Darauf ist die Antwort aus Sicht eines Neutronenphysikers ziemlich einfach. Eine moderne Atombombe kann nicht (versehentlich oder absichtlich) durch Beschuss mit einem Maschinengewehr oder eine Explosion mit konventionellem Sprengstoff oder ein Feuer gezündet werden. Bei allen modernen Atombomben braucht es einen einen sehr präzisen Sprengmechanismus, um das Uran und/oder Plutonium lange genug in einem kleinen Gebiet zu konzentrieren, um die “Kettenreaktion” auszulösen, die dann den allseits beliebten Atompilz produziert. Bei modernen Atombomben erfordert dies eine präzise Zündung im Nanosekunden-Bereich und muss vorher aufwändig am Rechner simuliert werden. Wenn man da nur ein kleines bißchen daneben liegt, dann findet keine Kettenreaktion statt und es fliegen nur ein paar Metall- und Uransplitter im Raum herum, in dem die Bombe aufbewahrt wird. Soweit so gut und undramatisch. Die einzigen Atombomben, die man vielleicht von außen durch eine Explosion hätte zünden können, waren die, die so aufgebaut waren wie die Hiroshima-Bombe “Little Boy” aus dem zweiten Weltkrieg. Aber so ein vorsintflutliches Design wird heutzutage noch nicht mal mehr Nordkorea benutzen.
Das heißt, das Schlimmste, was der Anwohnerin in 3km Entfernung vom Luftwaffenstützpunkt passieren könnte wäre, dass irgendwelche Uran- oder Plutonium-Teile vom Kern der Bombe auf ihrem Grundstück landen, nachdem ein Terrorist, der den vorherigen Abschnitt nicht gelesen hat, besagte Bombe in die Luft gesprengt hat. Ein Kilo Uran auf dem Grundstück ist jetzt nicht gerade gesund, aber auch nicht so schlimm wie meine Mutter immer denkt. Da gilt wieder die Faustregel: Je länger die Halbwertzeit einer Substanz, desto weniger strahlt sie. Sprich die Strahlung des Urans (oder Plutoniums) ist nur mittelmäßig schlimm und nach einer entsprechenden Dekontaminierung durch das Umweltbundesamt kann das Grundstück wieder ganz normal bewohnt werden. Atomwaffen sind also nur dann gefährlich, wenn jemand den eingebauten Zündmechanismus nach Vorgaben bedienen kann. Ergo nur stabile Genies mit den entsprechenden Codes *seufzt*.

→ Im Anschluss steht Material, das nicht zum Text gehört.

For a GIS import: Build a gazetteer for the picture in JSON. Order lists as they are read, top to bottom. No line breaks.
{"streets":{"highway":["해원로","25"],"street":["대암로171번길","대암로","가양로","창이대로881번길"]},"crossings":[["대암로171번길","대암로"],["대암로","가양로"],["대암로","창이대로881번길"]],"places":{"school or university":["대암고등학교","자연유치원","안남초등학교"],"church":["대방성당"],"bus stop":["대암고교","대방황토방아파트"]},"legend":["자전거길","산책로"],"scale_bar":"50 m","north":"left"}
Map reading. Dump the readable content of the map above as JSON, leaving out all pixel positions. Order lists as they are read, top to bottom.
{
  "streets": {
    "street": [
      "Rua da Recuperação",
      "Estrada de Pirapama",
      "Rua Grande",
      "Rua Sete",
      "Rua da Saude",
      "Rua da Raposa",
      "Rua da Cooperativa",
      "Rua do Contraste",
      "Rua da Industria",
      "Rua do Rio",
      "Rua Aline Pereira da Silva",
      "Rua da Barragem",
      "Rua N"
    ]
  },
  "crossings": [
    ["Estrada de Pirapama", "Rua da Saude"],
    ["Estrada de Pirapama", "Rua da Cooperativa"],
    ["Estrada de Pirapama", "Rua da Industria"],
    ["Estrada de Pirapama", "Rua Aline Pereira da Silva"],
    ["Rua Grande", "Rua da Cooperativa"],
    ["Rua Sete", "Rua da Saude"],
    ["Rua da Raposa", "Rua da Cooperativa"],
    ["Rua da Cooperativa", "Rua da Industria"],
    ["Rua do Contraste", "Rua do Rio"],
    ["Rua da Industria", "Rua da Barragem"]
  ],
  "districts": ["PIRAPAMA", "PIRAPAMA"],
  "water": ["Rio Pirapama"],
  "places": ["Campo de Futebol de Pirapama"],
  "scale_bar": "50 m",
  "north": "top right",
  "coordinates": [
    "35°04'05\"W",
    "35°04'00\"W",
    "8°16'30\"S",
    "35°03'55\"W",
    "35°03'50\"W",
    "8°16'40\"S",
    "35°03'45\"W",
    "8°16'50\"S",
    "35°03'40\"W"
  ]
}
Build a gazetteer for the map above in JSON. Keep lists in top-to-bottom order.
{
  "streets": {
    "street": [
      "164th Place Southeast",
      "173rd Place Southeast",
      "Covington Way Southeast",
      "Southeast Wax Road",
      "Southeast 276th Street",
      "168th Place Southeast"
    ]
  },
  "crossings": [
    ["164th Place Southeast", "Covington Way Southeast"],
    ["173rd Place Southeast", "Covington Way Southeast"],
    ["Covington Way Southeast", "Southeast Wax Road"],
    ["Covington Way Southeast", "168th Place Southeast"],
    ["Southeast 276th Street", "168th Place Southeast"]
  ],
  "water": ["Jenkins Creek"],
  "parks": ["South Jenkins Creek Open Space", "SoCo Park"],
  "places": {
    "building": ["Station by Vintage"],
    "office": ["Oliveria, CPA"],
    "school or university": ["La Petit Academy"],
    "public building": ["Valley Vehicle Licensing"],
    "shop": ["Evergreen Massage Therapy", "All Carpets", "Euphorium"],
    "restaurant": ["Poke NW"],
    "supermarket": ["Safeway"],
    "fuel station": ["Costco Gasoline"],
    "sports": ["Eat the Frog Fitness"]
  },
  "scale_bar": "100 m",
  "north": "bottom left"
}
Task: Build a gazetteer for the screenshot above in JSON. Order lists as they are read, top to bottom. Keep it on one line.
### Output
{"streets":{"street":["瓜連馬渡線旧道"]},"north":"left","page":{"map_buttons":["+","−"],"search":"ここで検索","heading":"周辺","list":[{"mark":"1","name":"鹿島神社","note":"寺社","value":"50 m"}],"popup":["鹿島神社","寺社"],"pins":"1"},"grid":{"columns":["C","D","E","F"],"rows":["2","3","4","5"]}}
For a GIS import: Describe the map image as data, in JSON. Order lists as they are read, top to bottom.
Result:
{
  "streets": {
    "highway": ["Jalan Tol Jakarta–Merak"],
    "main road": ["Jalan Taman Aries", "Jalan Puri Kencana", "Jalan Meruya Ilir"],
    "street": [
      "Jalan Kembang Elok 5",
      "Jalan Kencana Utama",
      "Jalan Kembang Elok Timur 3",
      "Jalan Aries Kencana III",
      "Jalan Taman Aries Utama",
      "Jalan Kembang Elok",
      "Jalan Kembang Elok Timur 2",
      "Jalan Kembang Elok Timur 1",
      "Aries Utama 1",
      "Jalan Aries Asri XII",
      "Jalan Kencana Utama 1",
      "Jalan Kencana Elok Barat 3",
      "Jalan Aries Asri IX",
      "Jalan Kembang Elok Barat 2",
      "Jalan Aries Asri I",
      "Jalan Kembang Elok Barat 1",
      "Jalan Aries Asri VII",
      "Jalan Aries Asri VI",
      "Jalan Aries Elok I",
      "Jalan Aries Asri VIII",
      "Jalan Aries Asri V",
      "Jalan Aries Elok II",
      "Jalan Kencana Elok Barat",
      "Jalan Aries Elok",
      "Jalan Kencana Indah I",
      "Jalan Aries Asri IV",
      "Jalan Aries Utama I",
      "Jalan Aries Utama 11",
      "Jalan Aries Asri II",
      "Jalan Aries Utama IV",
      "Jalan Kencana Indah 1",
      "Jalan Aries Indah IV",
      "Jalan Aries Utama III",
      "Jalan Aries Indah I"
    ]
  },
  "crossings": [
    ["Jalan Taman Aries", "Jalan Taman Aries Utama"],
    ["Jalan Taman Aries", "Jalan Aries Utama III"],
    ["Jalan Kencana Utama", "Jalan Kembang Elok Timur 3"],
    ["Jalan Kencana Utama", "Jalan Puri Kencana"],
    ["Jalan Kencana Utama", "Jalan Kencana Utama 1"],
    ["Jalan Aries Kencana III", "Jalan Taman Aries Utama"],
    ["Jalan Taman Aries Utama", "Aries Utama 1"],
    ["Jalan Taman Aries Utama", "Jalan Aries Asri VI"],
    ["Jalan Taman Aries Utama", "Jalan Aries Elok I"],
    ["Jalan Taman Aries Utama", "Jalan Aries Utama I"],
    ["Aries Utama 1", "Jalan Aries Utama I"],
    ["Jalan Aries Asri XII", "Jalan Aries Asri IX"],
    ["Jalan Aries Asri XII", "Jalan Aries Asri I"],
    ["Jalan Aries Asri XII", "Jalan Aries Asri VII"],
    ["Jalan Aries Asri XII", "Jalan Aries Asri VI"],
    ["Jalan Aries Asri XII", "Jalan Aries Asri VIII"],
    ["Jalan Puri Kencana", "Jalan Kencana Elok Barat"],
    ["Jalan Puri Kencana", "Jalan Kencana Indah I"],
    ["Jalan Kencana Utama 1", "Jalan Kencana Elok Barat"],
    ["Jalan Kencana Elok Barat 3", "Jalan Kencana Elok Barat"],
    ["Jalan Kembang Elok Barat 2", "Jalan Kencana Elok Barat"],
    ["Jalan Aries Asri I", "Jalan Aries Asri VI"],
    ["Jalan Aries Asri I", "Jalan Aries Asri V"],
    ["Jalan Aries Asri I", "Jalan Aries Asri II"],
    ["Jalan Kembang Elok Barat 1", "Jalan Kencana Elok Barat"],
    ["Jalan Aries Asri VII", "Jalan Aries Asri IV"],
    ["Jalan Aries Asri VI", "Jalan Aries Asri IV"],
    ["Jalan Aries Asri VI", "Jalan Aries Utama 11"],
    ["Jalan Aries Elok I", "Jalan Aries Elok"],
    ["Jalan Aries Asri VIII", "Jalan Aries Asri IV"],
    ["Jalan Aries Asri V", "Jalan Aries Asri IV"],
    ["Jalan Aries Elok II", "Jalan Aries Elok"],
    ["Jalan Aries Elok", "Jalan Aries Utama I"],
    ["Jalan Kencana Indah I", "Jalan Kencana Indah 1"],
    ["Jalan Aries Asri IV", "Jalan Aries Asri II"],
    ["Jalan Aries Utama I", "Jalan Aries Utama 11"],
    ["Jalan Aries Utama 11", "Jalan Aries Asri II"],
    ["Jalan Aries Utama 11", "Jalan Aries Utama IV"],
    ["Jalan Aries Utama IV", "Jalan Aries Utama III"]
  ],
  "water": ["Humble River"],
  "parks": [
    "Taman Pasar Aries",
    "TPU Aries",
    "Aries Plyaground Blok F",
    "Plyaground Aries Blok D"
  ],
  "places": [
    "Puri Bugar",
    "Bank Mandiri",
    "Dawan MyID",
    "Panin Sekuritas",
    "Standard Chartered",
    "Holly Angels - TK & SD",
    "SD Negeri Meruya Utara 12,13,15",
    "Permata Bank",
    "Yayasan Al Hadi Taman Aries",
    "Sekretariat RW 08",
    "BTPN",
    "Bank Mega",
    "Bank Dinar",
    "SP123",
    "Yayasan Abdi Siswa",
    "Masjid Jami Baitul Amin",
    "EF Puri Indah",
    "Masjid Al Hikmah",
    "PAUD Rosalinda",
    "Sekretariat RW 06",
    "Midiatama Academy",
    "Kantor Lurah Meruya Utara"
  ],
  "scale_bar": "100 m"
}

Eine weitere Frage, die ich des öfteren gestellt bekommen habe ist, ob es möglich ist mit einem Geigerzähler (oder ähnlichem) herauszufinden, ob auf einem Militärstützpunkt Atomwaffen stationiert sind. Darauf lautet die Antwort: Theoretisch ja. Wenn ich, mit meinen Jahren Erfahrung in der Neutronenphysik, alles Equipment aus dem Forschungszentrum Jülich (oder einer vergleichbaren Einrichtung) zur Verfügung hätte, dann könnte ich unter bestimmten Bedingungen herausfinden, ob und welche Atombomben dort stationiert sind. Ich hatte da auch schon vor Jahren mal einen Artikel drüber geschrieben, wie man eine Atombombe findet. Ob es legal ist, mit Neutronenstrahlen auf ein Militärgelände zu schießen… da müsste ich mich mal mit den YouTubern von WBS an einen Tisch setzen und Gesetzestexte wälzen (mMn könnte das tatsächlich legal sein). Aber theoretisch wäre es unter optimalen Umständen möglich und neben den entsprechenden Forschungszentren sind da wohl auch noch die ein oder anderen Geheimdienste zu in der Lage, wie man z.B. in der Biografie eines Ex-BND Agenten nachlesen kann, der das wohl nach der Wiedervereinigung mit russischen Bomben (mit)gemacht hat. Der Durchschnittsbürger und auch die Atomexperten von Greenpeace sind dazu aber (leider) nicht in der Lage und eine einfache Möglichkeit zum Aufspüren von Atombomben gibt es nicht.